Mechanism to Prevent Race Conditions¶

https://blueprints.launchpad.net/manila/+spec/eliminate-race-conditions

This proposal is to develop a general solution for preventing race conditions which will work across services and in deployments where there are multiple copies of the same services (commonly known as Active/Active HA deployments).

The focus is on keeping all state in the database, and protecting changes to database state using briefly-held locks. Also concurrent operations which are mutually exclusive should fail as early as possible with a helpful error code to simplify the retry logic of upper layers.

Problem description¶

Certain operations in Manila should not be allowed to proceed in parallel, because the result of one operation would prevent the other operation from completing successfully.

For example, taking a snapshot of a share cannot happen simultaneously while deleting that share. Either the snapshot must occur first, which prevents the delete – or the delete must occur first, which prevents the snapshot.

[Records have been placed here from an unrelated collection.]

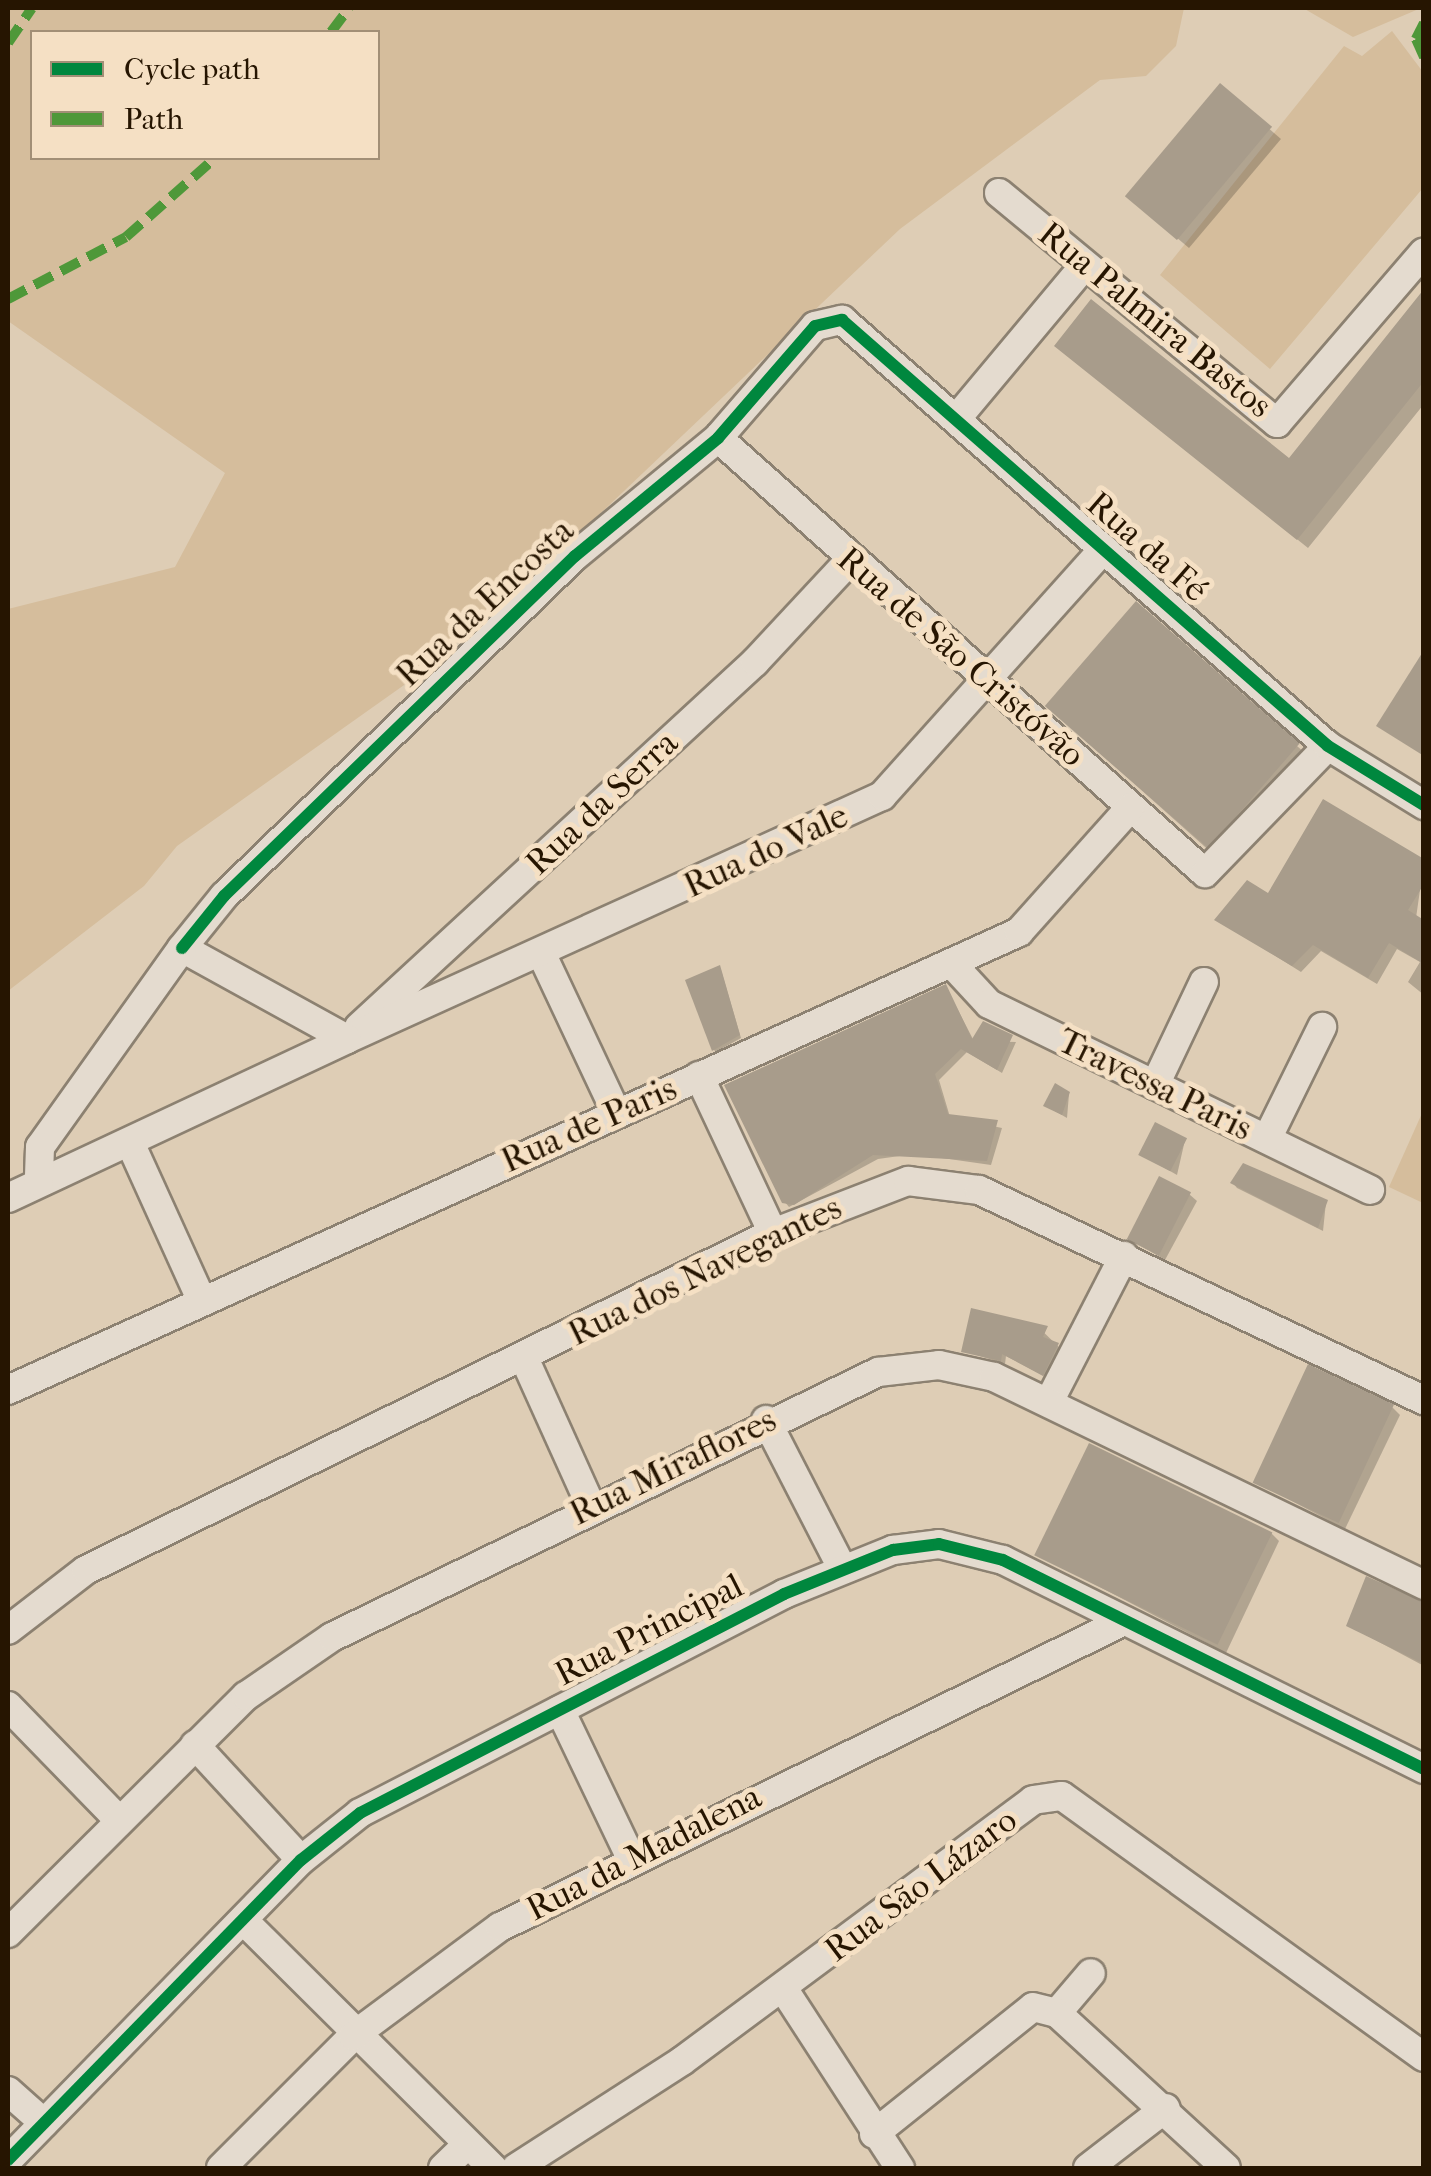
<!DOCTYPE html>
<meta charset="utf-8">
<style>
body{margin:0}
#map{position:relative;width:1431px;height:2176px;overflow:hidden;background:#decdb5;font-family:"IM FELL French Canon",serif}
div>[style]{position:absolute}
.green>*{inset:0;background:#d5bd9c}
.shadow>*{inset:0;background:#0003}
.building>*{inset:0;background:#a89c8b;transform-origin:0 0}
.roads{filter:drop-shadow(2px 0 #8c8171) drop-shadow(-2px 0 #8c8171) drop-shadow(0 2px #8c8171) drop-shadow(0 -2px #8c8171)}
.minor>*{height:28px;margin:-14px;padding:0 14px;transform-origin:14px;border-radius:14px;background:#e4dbcf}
.quiet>*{height:10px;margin-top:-5px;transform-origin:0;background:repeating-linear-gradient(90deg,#4e9839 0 20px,transparent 0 30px)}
.cycleway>*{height:12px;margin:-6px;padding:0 6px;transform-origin:6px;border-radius:6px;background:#00873e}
span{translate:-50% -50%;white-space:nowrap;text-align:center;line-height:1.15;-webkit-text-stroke:10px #f5e0c4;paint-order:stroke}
.street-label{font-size:35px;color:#261501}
.frame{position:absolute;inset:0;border:10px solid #261501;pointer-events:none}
.legend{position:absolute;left:30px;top:30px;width:350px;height:130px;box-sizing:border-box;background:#f5e0c4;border:2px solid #a28f76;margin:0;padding:12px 18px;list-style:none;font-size:30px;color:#261501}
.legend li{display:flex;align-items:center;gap:20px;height:50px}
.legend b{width:50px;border:2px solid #a28f76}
</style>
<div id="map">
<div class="green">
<i style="clip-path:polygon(evenodd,8px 8px,1184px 8px,1176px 46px,1146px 76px,1100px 80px,900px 229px,525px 585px,414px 678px,177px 846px,144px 886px,8px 991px,8px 609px,175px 567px,225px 473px,8px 321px,8px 8px,32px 32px,378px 32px,378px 158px,32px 158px,32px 32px)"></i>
<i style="clip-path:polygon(1303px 8px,1421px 8px,1353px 37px)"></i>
<i style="clip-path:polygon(1392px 31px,1423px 72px,1423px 188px,1270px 369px,1160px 275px,1344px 46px,1362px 56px)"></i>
<i style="clip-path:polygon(1423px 1111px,1423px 1203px,1389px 1187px)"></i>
</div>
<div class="shadow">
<i style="clip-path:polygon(1221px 87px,1281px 139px,1189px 248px,1139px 206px)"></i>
<i style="clip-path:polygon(1424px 293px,1424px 404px,1308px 548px,1068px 356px,1290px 461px)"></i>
<i style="clip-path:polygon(1056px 714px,1297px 746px,1305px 753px,1213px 854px)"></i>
<i style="clip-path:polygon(1424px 862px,1416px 918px,1424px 923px,1424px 995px,1408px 982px,1420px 962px,1397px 949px,1377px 984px,1321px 951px,1301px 972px,1217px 919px,1269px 896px)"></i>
<i style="clip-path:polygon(721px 970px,741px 1038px,716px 1052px,714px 1050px)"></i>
<i style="clip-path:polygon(946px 987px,974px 1041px,1016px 1042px,1002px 1073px,967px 1052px,939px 1080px,950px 1117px,1002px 1128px,991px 1165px,914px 1154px,878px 1159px,789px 1207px,784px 1201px)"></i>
<i style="clip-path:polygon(1069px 1094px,1067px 1118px,1046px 1106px)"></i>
<i style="clip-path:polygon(1185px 1140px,1177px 1175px,1140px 1154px)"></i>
<i style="clip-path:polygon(1233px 1183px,1326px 1202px,1323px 1231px,1237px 1188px)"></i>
<i style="clip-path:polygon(1189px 1194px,1197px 1201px,1165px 1260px,1129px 1239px)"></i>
<i style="clip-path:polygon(1034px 1323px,1062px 1350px,1048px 1378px,1006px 1356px,1005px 1364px,964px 1351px)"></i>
<i style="clip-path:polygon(1392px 1407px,1400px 1415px,1345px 1529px,1254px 1481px)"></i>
<i style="clip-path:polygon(1271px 1533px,1279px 1541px,1226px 1653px,1037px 1554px)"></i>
<i style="clip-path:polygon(1424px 1603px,1424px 1666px,1349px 1626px)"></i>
</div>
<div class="building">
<i style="left:1220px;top:83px;width:68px;height:148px;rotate:40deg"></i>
<i style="clip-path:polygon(1424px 289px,1424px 381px,1297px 540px,1054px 346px,1091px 299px,1289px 458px)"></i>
<i style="left:1136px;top:601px;width:217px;height:139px;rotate:41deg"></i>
<i style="clip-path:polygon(1424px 650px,1424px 756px,1376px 726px)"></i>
<i style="clip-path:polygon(1323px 799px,1424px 859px,1424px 884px,1408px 910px,1424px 920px,1424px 964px,1389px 943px,1368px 978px,1313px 945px,1292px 966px,1214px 920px,1247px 880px,1268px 893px)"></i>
<i style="clip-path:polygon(720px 965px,740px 1035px,712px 1051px,685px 980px)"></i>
<i style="clip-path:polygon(946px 984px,972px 1039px,983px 1021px,1013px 1035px,997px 1070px,961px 1049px,935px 1074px,948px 1114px,998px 1120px,987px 1161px,873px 1155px,794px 1205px,782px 1203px,724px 1085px)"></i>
<i style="clip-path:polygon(1055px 1083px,1070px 1092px,1062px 1115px,1043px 1106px)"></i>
<i style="left:1155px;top:1122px;width:36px;height:37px;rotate:27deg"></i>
<i style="clip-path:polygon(1243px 1163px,1328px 1200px,1318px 1228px,1230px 1183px)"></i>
<i style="left:1159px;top:1176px;width:36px;height:71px;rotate:27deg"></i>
<i style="clip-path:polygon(971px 1308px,1048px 1326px,1043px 1337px,1059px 1343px,1043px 1376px,1002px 1354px,1001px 1361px,961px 1352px)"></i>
<i style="left:1308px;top:1364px;width:95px;height:131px;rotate:25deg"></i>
<i style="left:1089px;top:1443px;width:204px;height:125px;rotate:26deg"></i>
<i style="clip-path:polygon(1366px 1576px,1424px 1602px,1424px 1664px,1346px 1626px)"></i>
</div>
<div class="roads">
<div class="minor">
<i style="left:999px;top:193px;width:361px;rotate:39.6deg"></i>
<i style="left:1277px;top:423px;width:225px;rotate:-49.3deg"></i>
<i style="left:957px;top:418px;width:198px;rotate:-50.1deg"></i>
<i style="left:718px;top:438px;width:653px;rotate:41.77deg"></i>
<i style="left:1205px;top:873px;width:177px;rotate:-45.9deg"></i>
<i style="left:182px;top:948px;width:67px;rotate:-51.1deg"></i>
<i style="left:224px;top:896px;width:489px;rotate:-44.1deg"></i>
<i style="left:575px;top:556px;width:185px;rotate:-39.5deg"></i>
<i style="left:718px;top:438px;width:148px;rotate:-49.1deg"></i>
<i style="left:815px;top:326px;width:28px;rotate:-13deg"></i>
<i style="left:842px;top:320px;width:646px;rotate:41.24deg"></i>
<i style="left:1328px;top:746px;width:113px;rotate:31.6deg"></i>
<i style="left:543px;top:957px;width:171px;rotate:64.8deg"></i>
<i style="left:952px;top:964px;width:54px;rotate:47.2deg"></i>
<i style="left:989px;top:1004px;width:424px;rotate:26deg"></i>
<i style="left:359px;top:1027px;width:539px;rotate:-42.67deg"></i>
<i style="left:755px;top:662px;width:139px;rotate:-47deg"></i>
<i style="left:347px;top:1039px;width:588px;rotate:-24.43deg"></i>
<i style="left:882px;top:796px;width:332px;rotate:-48.1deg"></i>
<i style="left:699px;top:1076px;width:174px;rotate:64.8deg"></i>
<i style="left:1155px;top:1085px;width:114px;rotate:-64.6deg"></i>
<i style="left:1267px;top:1139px;width:125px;rotate:-63.8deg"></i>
<i style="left:132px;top:1147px;width:169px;rotate:65.6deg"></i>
<i style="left:8px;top:1198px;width:374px;rotate:-25.1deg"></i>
<i style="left:347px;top:1039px;width:188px;rotate:-151.1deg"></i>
<i style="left:182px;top:948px;width:244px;rotate:125.5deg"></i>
<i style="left:40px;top:1147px;width:35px;rotate:92deg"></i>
<i style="left:525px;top:1360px;width:160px;rotate:65.7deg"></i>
<i style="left:8px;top:1390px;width:1110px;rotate:-24.37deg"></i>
<i style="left:1019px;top:932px;width:166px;rotate:-48.2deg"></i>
<i style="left:1050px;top:1400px;width:162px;rotate:-62.8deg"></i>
<i style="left:766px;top:1420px;width:166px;rotate:62.8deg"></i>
<i style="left:8px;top:1630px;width:98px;rotate:-37.6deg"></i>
<i style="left:86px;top:1570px;width:765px;rotate:-26.13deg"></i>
<i style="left:773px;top:1233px;width:145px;rotate:-21.1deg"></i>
<i style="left:908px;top:1181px;width:72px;rotate:7.2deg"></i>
<i style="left:979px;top:1190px;width:492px;rotate:25.3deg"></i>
<i style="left:8px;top:1706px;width:159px;rotate:45.8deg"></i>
<i style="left:560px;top:1710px;width:164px;rotate:64.4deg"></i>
<i style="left:195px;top:1745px;width:156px;rotate:47.3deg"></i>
<i style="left:243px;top:1920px;width:352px;rotate:44.8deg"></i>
<i style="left:8px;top:1933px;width:336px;rotate:-44.9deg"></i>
<i style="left:246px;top:1696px;width:104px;rotate:-34.5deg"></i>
<i style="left:332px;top:1637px;width:607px;rotate:-25.89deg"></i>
<i style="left:878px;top:1372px;width:61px;rotate:-6.5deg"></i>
<i style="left:939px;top:1365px;width:56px;rotate:12.3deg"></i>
<i style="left:994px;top:1377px;width:478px;rotate:25.8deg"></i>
<i style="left:783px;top:1988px;width:215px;rotate:57deg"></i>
<i style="left:1057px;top:2013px;width:52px;rotate:-49.6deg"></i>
<i style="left:8px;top:2091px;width:48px;rotate:41.6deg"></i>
<i style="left:874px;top:2134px;width:203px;rotate:-38.6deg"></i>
<i style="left:1033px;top:2007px;width:25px;rotate:14deg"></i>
<i style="left:1057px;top:2013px;width:229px;rotate:42.5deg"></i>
<i style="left:8px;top:2160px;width:419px;rotate:-45.7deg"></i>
<i style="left:301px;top:1860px;width:75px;rotate:-38.5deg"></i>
<i style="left:360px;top:1813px;width:477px;rotate:-27.3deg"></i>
<i style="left:784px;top:1594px;width:118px;rotate:-22deg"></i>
<i style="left:893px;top:1550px;width:46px;rotate:-7.4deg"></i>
<i style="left:939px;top:1544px;width:66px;rotate:14deg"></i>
<i style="left:1003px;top:1560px;width:470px;rotate:26.4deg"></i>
<i style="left:221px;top:2168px;width:187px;rotate:-45deg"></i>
<i style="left:353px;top:2036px;width:183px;rotate:-36.6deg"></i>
<i style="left:500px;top:1927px;width:695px;rotate:-26.12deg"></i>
<i style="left:443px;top:2168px;width:33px;rotate:-44deg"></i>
<i style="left:516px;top:2168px;width:197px;rotate:-32.8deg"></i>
<i style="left:682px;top:2061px;width:437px;rotate:-36.6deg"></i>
<i style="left:1033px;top:1800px;width:29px;rotate:-8deg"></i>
<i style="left:1062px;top:1796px;width:446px;rotate:35.8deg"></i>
<i style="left:1088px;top:2168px;width:98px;rotate:-37.6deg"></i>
</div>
</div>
<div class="quiet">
<i style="left:1424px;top:23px;width:18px;rotate:117deg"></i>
<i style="left:1416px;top:39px;width:20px;rotate:66deg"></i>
<i style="left:331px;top:32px;width:30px;rotate:-53deg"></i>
<i style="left:8px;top:43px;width:42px;rotate:-55.6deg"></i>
<i style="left:8px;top:299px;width:133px;rotate:-27.7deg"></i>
<i style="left:126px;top:237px;width:119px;rotate:-41.6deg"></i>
</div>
<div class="cycleway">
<i style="left:182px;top:948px;width:67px;rotate:-51.1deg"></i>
<i style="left:224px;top:896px;width:489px;rotate:-44.1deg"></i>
<i style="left:575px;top:556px;width:185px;rotate:-39.5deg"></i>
<i style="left:718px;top:438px;width:148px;rotate:-49.1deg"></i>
<i style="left:815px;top:326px;width:28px;rotate:-13deg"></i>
<i style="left:842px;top:320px;width:646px;rotate:41.24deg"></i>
<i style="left:1328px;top:746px;width:113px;rotate:31.6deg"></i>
<i style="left:8px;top:2160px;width:419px;rotate:-45.7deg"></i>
<i style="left:301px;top:1860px;width:75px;rotate:-38.5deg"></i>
<i style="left:360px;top:1813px;width:477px;rotate:-27.3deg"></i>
<i style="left:784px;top:1594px;width:118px;rotate:-22deg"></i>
<i style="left:893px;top:1550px;width:46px;rotate:-7.4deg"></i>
<i style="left:939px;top:1544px;width:66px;rotate:14deg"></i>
<i style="left:1003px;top:1560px;width:470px;rotate:26.4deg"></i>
</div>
<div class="street-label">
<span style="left:1155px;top:320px;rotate:39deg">Rua Palmira Bastos</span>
<span style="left:1147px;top:547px;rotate:41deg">Rua da Fé</span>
<span style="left:485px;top:603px;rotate:-43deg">Rua da Encosta</span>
<span style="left:961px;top:657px;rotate:41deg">Rua de São Cristóvão</span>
<span style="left:602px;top:803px;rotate:-43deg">Rua da Serra</span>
<span style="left:766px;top:851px;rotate:-25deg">Rua do Vale</span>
<span style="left:1155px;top:1085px;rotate:26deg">Travessa Paris</span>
<span style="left:589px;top:1125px;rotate:-24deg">Rua de Paris</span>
<span style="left:705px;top:1271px;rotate:-26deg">Rua dos Navegantes</span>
<span style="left:673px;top:1467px;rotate:-26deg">Rua Miraflores</span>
<span style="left:649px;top:1630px;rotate:-27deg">Rua Principal</span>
<span style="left:644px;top:1853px;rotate:-27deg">Rua da Madalena</span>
<span style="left:921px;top:1885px;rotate:-37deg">Rua São Lázaro</span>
</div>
<div class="frame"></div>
<ul class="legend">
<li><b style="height:12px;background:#00873e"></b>Cycle path</li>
<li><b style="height:12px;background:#4e9839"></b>Path</li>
</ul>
</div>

Unfortunately, not enough state is stored in the database to prevent these operations from racing with each other, so in practice two API calls can both proceed through the API service to the share manager, where eventually an error will occur and one or both operations will fail mysteriously.

There are multiple scenarios like the above where undefined behavior results. This specification does not attempt to enumerate all of them because the goal is to describe a mechanism for fixing these kinds of issues rather than explicitly fixing all such issues. Generally speaking, race conditions should be treated as bugs, but up until now Manila has lacked the tools to fix these bugs reliably.

Use cases¶

Specific cases:

Two snapshot operations should not be able to occur at the same time. One must complete before the second can begin. This ensures that snapshots occur in a known order, and prevents the useless situation of having 2 identical snapshots.
Taking a snapshot of a share should prevent a delete of that share.
Valid changes to access rules should always be accepted regardless of the state of the existing access rules. Although rules are applied to the backend asynchronously, it’s valid to add multiple rules faster than the system can apply them and expect Manila to catch up.

General cases:

These guarantees must be enforceable using a database running in a clustered configuration such as Galera. This prevents obvious solutions such as relying on DB row-level locking.
These guarantees must be enforceable while running multiple copies of Manila services, including multiple API, scheduler, and share manager services. This prevents obvious solutions like in-process locks.
These guarantees must be enforceable while running in a distributed configuration where cooperating services are on different nodes (physical, VMs, or containers). This prevents our existing approach of using file locks. Even though network-based file locking solutions exist, they represent a single point of failure and are unacceptable in properly distributed environments.
The Manila services should be able to automatically and gracefully recover from crashes and other unplanned downtime. This means that implicit state should be avoided and because long-held locks are implicit state they should be avoided in favor of short-held locks with explicit state.

Proposed change¶

More transitional states will be added so that operations which can conflict with other operations can be explicitly detected by looking at the share state. This spec only proposes one specific new state to address the races involving snapshots, but more generally provides a framework for resolving similar races as they are discovered.

Transitions between states will always be done while holding a distributed lock – a lock implemented by a distributed lock manager (DLM). Use of distributed locks ensures that all services see the same locking state even if services run on different nodes, and even across transient failures such as node failures and network partitions. The lock will be held only for the duration of the database test-and-set operation to minimize lock contention.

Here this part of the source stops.